Go through the listing that follows and report the number of lines with the string "align" in them, nothing more.

Data extract |
--------------------------------------------------

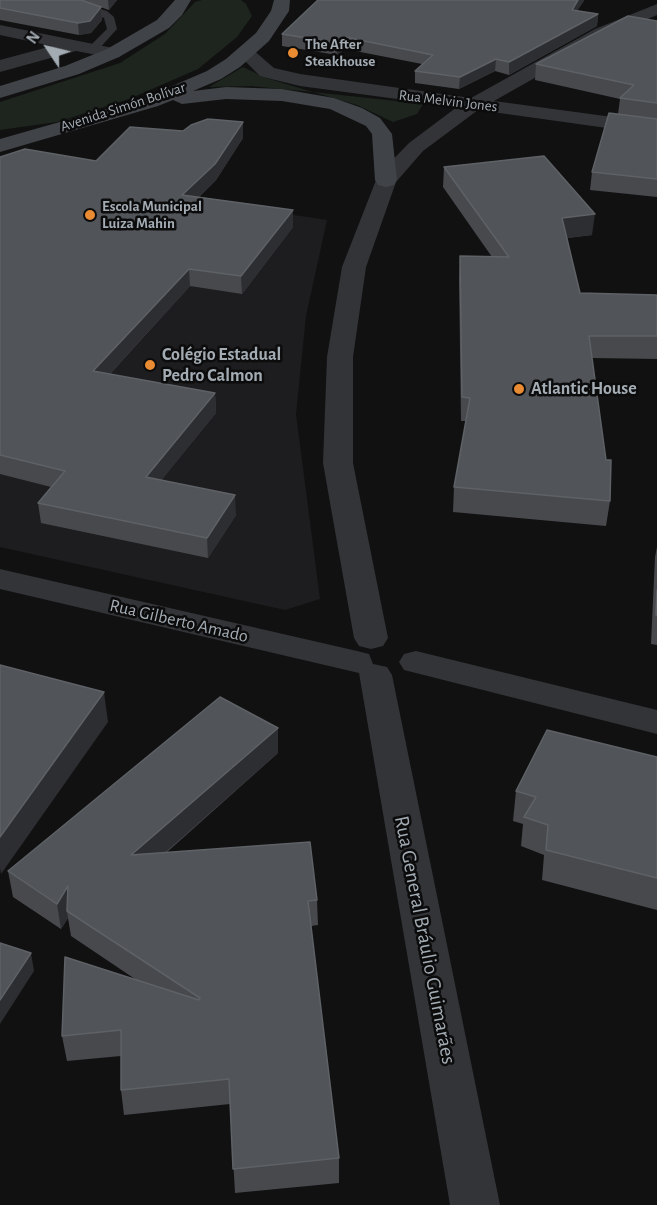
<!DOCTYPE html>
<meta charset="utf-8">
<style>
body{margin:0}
#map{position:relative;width:657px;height:1205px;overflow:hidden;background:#111112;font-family:"Alegreya Sans",sans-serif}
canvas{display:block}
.north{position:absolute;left:18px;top:18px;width:60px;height:60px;-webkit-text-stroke:4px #0c0c0d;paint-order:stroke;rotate:305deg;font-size:16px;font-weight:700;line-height:24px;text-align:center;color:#a3abb3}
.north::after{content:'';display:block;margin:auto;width:21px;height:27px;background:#a3abb3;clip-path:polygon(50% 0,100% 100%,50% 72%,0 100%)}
</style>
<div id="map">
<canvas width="657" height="1205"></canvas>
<div class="north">N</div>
</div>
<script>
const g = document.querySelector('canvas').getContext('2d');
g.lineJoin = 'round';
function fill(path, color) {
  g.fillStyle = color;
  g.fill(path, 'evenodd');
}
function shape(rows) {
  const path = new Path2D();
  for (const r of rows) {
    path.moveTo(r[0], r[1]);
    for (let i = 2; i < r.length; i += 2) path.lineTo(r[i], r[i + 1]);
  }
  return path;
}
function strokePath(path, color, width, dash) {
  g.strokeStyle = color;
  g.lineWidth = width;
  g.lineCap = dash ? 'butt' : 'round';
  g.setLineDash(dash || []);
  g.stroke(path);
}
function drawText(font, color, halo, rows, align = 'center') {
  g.font = font + ' "Alegreya Sans",sans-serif';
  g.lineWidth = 5;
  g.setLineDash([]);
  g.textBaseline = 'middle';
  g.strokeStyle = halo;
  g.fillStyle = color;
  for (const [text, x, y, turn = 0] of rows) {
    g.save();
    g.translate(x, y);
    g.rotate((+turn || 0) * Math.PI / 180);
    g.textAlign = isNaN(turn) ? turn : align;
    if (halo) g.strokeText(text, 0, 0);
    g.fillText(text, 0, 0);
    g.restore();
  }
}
fill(shape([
 [202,201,327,220,306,316,296,414,320,599,285,610,0,547,0,250]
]), '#1d1d1f');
fill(shape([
 [202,0,241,0,246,4,252,16,237,37,198,69,129,99,57,122,0,130,0,102,120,63,165,34,195,2],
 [243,67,266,78,313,92,423,104,417,114,393,122,357,105,313,92,251,86,209,87]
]), '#1e251e');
fill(shape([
 [56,0,71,0,107,11,114,17,117,29,97,51,89,51,89,47,107,29,104,18,56,0]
]), '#323437');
fill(shape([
 [657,4,657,15,607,37,494,101,657,123,657,135,478,110,423,151,396,182,366,267,353,357,353,463,388,638,383,646,371,649,359,646,354,638,323,463,327,357,342,267,378,175,409,143,457,107,300,86,267,78,260,76,237,53,240,49,252,49,274,68,300,74,471,98,595,29,657,4],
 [0,25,113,48,119,49,122,53,119,57,113,58,76,51,0,72,0,60,52,46,0,35,0,25],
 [0,569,357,651,369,654,373,664,387,667,392,675,500,1205,450,1205,359,673,0,589,0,569],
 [416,651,657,710,657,734,404,670,399,662,404,654,416,651]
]), '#323437');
fill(shape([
 [175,0,191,0,182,15,169,28,119,57,79,74,0,98,0,86,65,66,107,49,157,20,175,0],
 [274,0,290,0,289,11,269,41,240,67,221,79,193,91,226,87,282,89,334,98,362,108,380,118,392,134,397,180,394,185,386,187,378,185,375,180,372,134,366,126,330,109,282,101,226,99,182,104,173,100,158,106,0,152,0,139,144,98,207,71,226,59,256,33,271,11,274,0]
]), '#404347');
fill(shape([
 [0,0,117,0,109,10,97,6,101,7,102,20,91,33,79,35,0,20],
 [318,0,584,0,577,11,598,14,597,26,509,75,495,71,459,89,415,83,415,71,422,64,345,49,337,55,282,46,282,34],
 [657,21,657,197,590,190,592,172,618,114,620,99,535,80,536,64],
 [243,138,216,180,199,197,293,210,293,227,242,294,190,286,110,374,215,393,216,413,161,480,236,515,208,558,41,523,38,503,51,487,0,474,0,157,96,161],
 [444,167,592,235,567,238,580,293,657,295,657,359,592,358,610,501,606,526,453,512,454,487,466,421,461,421,459,278,460,256,492,257,443,187],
 [657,547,657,645,651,644,655,557],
 [278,753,166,853,317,900,318,925,311,926,339,1158,339,1183,235,1193,230,1104,124,1115,121,1090,121,1056,67,1061,62,1036,138,981,71,936,68,918,61,929,13,897,8,871],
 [657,757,657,910,542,880,544,855,521,846,523,824,513,821,516,791]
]), '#47494d');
fill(shape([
 [108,0,117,0,109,10],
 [578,0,584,0,584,1,570,21,572,10],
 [101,7,102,20,91,33,79,35,78,23],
 [598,14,597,26,509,75,509,62],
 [345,37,345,49,337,55,337,43],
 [496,59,495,71,459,89,460,77],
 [243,122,243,138,216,180,183,212,182,195],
 [293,210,293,227,242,294,241,276],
 [595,214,592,235,560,239,562,218],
 [189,269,190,286,95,390,93,371],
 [215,393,216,413,148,497,146,477],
 [235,495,236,515,208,558,207,538],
 [104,692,108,722,1,874,0,868,0,837],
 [278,728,278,753,134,880,131,855],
 [68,886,67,911,68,918,61,929,57,904],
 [31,953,34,971,0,1024,0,1000]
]), '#2d2e31');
const building = shape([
 [0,0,81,0,101,7,90,21,78,23,0,8,0,0],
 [318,0,578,0,572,10,598,14,509,62,496,59,460,77,415,71,433,55,345,37,337,43,282,34,318,0],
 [628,16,657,21,657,103,620,98,634,85,536,64,628,16],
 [609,113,657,119,657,179,592,172,609,113],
 [208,119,243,122,215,164,182,195,293,210,241,276,189,269,93,371,215,393,146,477,235,495,207,538,38,503,65,471,0,455,0,157,25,149,96,161,130,127,183,131,191,125,208,119],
 [544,156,595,214,562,218,580,293,657,295,657,336,589,336,606,460,611,460,610,501,454,487,470,398,462,397,460,256,509,257,444,167,544,156],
 [657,590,657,615,656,615,657,590],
 [0,665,104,692,0,837,0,665],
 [220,697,278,728,131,855,310,842,317,900,308,901,339,1158,233,1169,229,1079,121,1090,121,1030,62,1036,65,957,199,1000,200,998,67,911,68,886,57,904,8,871,220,697],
 [547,730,657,757,657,878,546,850,548,825,524,817,536,797,516,791,547,730],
 [0,943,31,953,0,1000,0,943]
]);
fill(building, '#515458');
strokePath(building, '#5e6266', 1.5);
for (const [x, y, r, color] of [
 [293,53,6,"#e98b32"],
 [90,215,6,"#e98b32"],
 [150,365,6,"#e98b32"],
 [519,389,6,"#e98b32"]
]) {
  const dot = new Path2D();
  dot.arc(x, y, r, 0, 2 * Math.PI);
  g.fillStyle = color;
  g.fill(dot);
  strokePath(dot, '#0c0c0d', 2);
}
drawText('bold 15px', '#a3abb3', '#0c0c0d', [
 ["The After",305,44],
 ["Steakhouse",305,61],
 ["Escola Municipal",102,206],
 ["Luiza Mahin",102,223]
], 'left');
drawText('15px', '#a3abb3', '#0c0c0d', [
 ["Rua Melvin Jones",448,101,7],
 ["Avenida Simón Bolívar",123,107,-18]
]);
drawText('bold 18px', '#a3abb3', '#0c0c0d', [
 ["Colégio Estadual",162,355],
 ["Pedro Calmon",162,376],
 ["Atlantic House",531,389]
], 'left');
drawText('18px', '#a3abb3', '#0c0c0d', [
 ["Rua Gilberto Amado",179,621,13]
]);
drawText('21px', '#a3abb3', '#0c0c0d', [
 ["Rua General Bráulio Guimarães",425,940,79]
]);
</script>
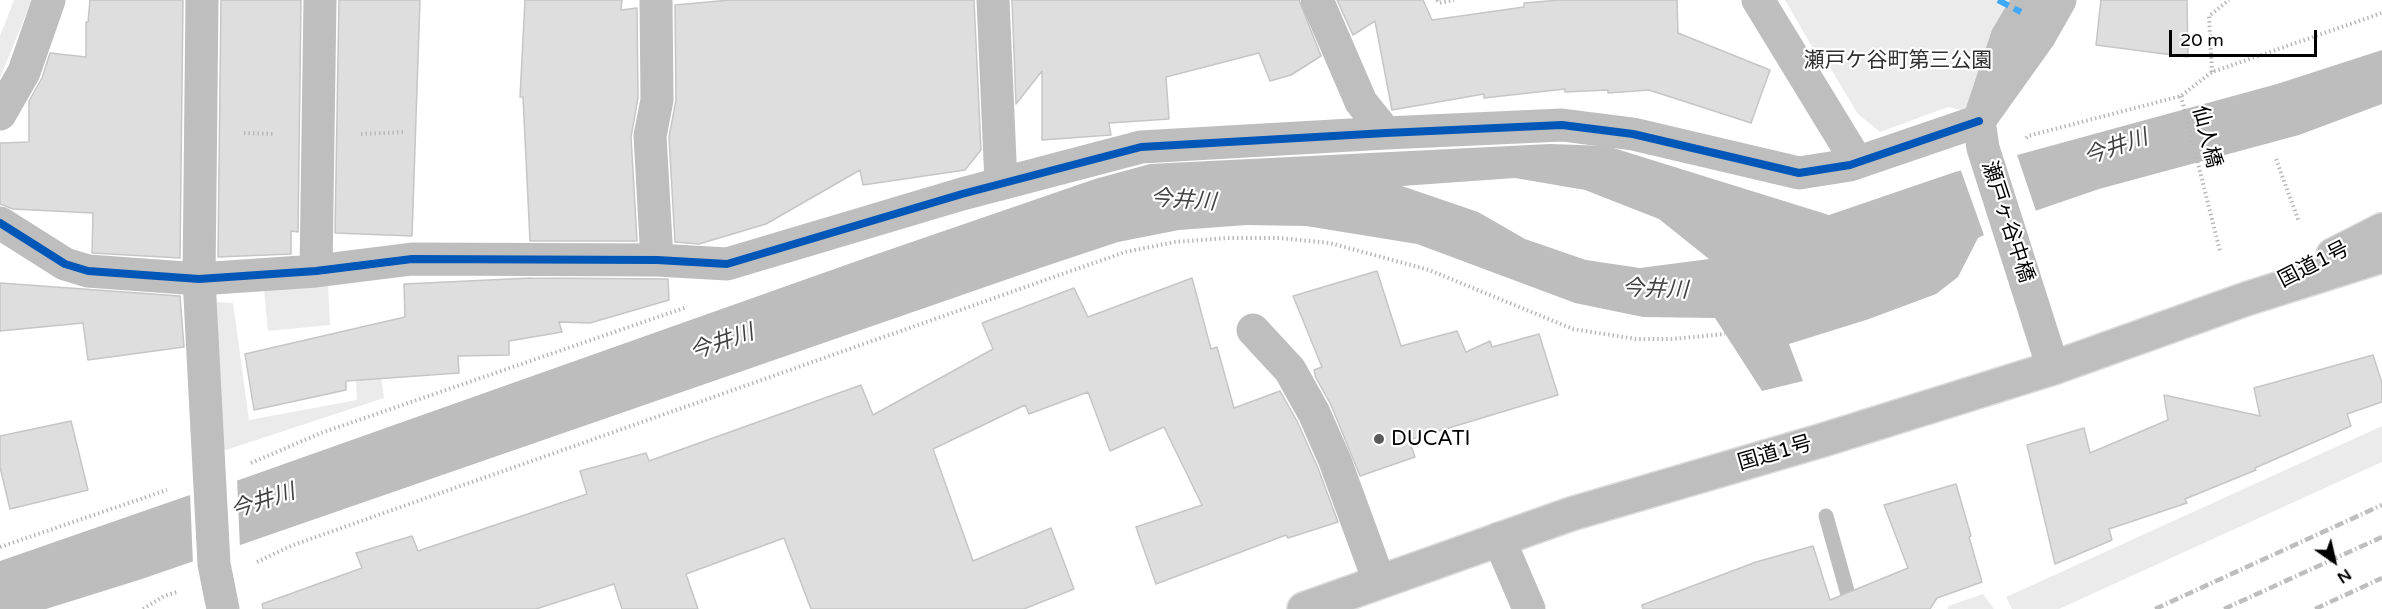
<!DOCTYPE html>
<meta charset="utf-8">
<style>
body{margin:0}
#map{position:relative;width:2382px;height:609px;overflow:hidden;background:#fff;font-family:"Varela Round",sans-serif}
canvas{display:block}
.north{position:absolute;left:2304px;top:531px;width:60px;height:60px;-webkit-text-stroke:4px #fff;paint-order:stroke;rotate:146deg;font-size:16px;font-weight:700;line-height:24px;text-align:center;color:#000}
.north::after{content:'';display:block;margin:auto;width:21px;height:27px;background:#000;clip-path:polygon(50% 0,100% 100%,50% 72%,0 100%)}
.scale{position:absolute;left:2169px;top:30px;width:148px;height:27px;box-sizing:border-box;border:3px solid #000;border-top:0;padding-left:8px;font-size:18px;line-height:21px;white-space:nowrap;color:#000;-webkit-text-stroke:4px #fff;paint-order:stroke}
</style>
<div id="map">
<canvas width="2382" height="609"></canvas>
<div class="north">N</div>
<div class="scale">20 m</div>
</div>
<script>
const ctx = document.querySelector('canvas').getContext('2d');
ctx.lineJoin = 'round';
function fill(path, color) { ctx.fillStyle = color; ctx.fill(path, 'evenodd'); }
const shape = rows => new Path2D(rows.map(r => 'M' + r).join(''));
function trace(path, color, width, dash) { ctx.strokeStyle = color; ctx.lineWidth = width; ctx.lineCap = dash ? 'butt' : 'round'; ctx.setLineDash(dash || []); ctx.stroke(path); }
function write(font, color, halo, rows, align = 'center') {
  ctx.font = font + ' "Varela Round","Noto Sans JP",sans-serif'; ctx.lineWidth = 4.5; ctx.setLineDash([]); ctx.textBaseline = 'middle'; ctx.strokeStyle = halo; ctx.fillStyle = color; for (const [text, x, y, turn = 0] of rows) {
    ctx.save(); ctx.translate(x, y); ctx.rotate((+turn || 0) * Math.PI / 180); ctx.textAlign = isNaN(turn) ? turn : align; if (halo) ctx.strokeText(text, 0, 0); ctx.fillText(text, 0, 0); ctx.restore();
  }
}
fill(shape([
 [14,0,32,0,0,78,0,36],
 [1785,0,2014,0,1970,112,1948,107,1880,132,1858,114,1820,51,1814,50],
 [328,283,330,325,268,331,264,290],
 [217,302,233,303,249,420,357,400,354,342,376,339,384,398,220,452],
 [2382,426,2382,462,2059,609,2012,609,2006,597],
 [1983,594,1994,609,1948,609,1948,606]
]), '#ebebeb');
fill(shape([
 [2382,50,2382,104,2299,135,2099,189,2035,211,1978,238,1958,277,1936,294,1869,319,1789,344,1803,381,1762,391,1715,318,1643,317,1575,303,1417,244,1306,226,1247,225,1179,230,1118,242,1040,268,142,579,46,609,0,609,0,561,187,496,236,481,874,255,1095,179,1150,164,1550,144,1607,146,1829,215,1955,172,2277,84],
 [1515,178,1585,190,1659,219,1709,259,1640,268,1586,260,1525,239,1478,212,1402,186]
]), '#bdbdbd');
fill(shape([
 [2016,152,2037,214,1985,238,1960,168],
 [237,478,240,549,193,565,190,492]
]), '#fff');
trace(shape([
 [1826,516,1852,609]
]), '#bdbdbd', 15);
const building = shape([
 [90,0,183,0,180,258,92,253,93,213,13,209,0,204,0,143,29,142,29,101,42,78,50,53,86,57,86,22,88,22,90,0],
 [221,0,301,0,298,232,291,231,291,254,218,257,221,0],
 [339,0,420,0,412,236,335,233,339,0],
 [525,0,622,0,621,10,637,8,638,98,631,137,637,241,530,241,523,97,520,97,525,0],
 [730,0,974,0,981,150,965,170,863,185,860,170,766,224,699,244,675,242,669,137,676,100,675,5,730,0],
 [1012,0,1299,0,1321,56,1291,75,1270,81,1259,53,1166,77,1169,119,1109,123,1111,135,1042,140,1042,71,1016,104,1012,0],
 [1337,0,1423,0,1432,20,1524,7,1524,3,1560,0,1677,0,1678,33,1770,70,1751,123,1649,90,1608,93,1608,90,1565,92,1565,89,1484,98,1484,94,1392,110,1375,21,1353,35,1337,0],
 [2101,0,2187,0,2188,57,2096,45,2101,0],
 [1377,271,1401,346,1457,331,1466,352,1490,341,1492,347,1539,334,1558,395,1409,440,1415,457,1360,476,1331,405,1316,378,1314,370,1322,367,1293,296,1377,271],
 [531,278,668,279,669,300,590,323,559,322,562,332,509,341,509,355,458,356,459,373,346,381,346,390,254,410,245,354,405,317,404,284,531,278],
 [1192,278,1211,349,1217,347,1234,408,1280,391,1297,421,1318,468,1338,522,1288,538,1286,535,1156,584,1136,527,1202,505,1164,427,1110,451,1088,392,1029,414,1025,405,933,449,973,561,1051,528,1074,589,1024,609,811,609,784,538,686,574,698,609,622,609,614,584,536,609,263,609,262,604,362,568,356,553,412,536,418,551,587,494,580,471,646,453,649,461,861,385,873,415,993,349,982,323,1074,288,1088,317,1192,278],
 [0,283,180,296,184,347,88,360,83,323,0,331,0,283],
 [2373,355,2382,383,2382,402,2347,414,2351,426,2255,468,2256,470,2185,499,2187,503,2109,529,2112,540,2055,564,2027,445,2084,428,2090,453,2168,420,2164,395,2260,416,2254,388,2373,355],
 [71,421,88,490,10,509,0,467,0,436,71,421],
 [1956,484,1971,536,1969,537,1982,582,1937,598,1930,609,1643,609,1642,605,1756,562,1813,546,1830,600,1908,568,1884,505,1956,484]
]);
fill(building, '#dedede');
trace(building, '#c6c6c6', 1.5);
const highway = shape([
 [2333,255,2382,230],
 [1304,609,1571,514,1823,440,2053,368,2246,299,2382,256]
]);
trace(highway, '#dbdbdb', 36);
trace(shape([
 [1437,0,1439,3,1454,0],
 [2212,72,2209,16,2229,0],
 [2181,96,2220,251],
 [244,133,275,134],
 [361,134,405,132],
 [2026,138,2028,136,2181,96,2212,72,2382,13],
 [2276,159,2299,222],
 [251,463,321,433,687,307],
 [0,547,167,490],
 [257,562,293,545,1125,252,1175,242,1227,238,1279,238,1330,243,1429,270,1573,329,1636,339,1672,339,1725,334],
 [143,609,164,596,177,592]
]), '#b9b9b9', 4, [1.5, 3]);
trace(shape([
 [202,0,199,279,214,564,223,609],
 [656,0,657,100,650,136,657,260],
 [993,0,1001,183],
 [1317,0,1361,102,1386,133],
 [1758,0,1857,162],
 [2029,0,2007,37,1979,121,1983,148,2053,368],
 [0,114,24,72,49,0],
 [0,223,65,264,88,271,199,279,316,271,412,259,657,260,727,264,962,194,1141,147,1386,133,1562,125,1633,134,1799,173,1850,165,1979,121,2039,37,2060,0],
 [316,271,320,0],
 [1253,330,1290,370,1314,413,1335,461,1379,581],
 [1499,539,1529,609]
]), '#bebebe', 33);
trace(highway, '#bebebe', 33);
trace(shape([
 [2155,609,2382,505],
 [2224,609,2382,537],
 [2315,609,2382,578]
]), '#bebebe', 4.5, [9, 3, 1.5, 3]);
trace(shape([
 [1998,0,2021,12]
]), '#3fa9f5', 6, [12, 6]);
trace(shape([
 [0,223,65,264,88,271,199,279,316,271,412,259,657,260,727,264,962,194,1141,147,1386,133,1562,125,1633,134,1799,173,1850,165,1979,121]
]), '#0057b8', 8);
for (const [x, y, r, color] of [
 [1379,439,6,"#595959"]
]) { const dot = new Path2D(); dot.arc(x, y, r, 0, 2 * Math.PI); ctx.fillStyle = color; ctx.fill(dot); trace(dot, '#fff', 2); }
write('21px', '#313131', '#fff', [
 ["瀬戸ケ谷町第三公園",1898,61]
]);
write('21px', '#000', '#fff', [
 ["仙人橋",2206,137,76],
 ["瀬戸ヶ谷中橋",2007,222,72],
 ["国道1号",2314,265,-27],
 ["国道1号",1775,454,-16]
]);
write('21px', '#000', '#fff', [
 ["DUCATI",1391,439]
], 'left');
write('italic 22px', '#424242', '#fff', [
 ["今井川",2116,148,-19],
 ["今井川",1183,201,4],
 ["今井川",1655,290,2],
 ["今井川",722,343,-19],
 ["今井川",263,502,-18]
]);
</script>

--------------------------------------------------

Task solution | 6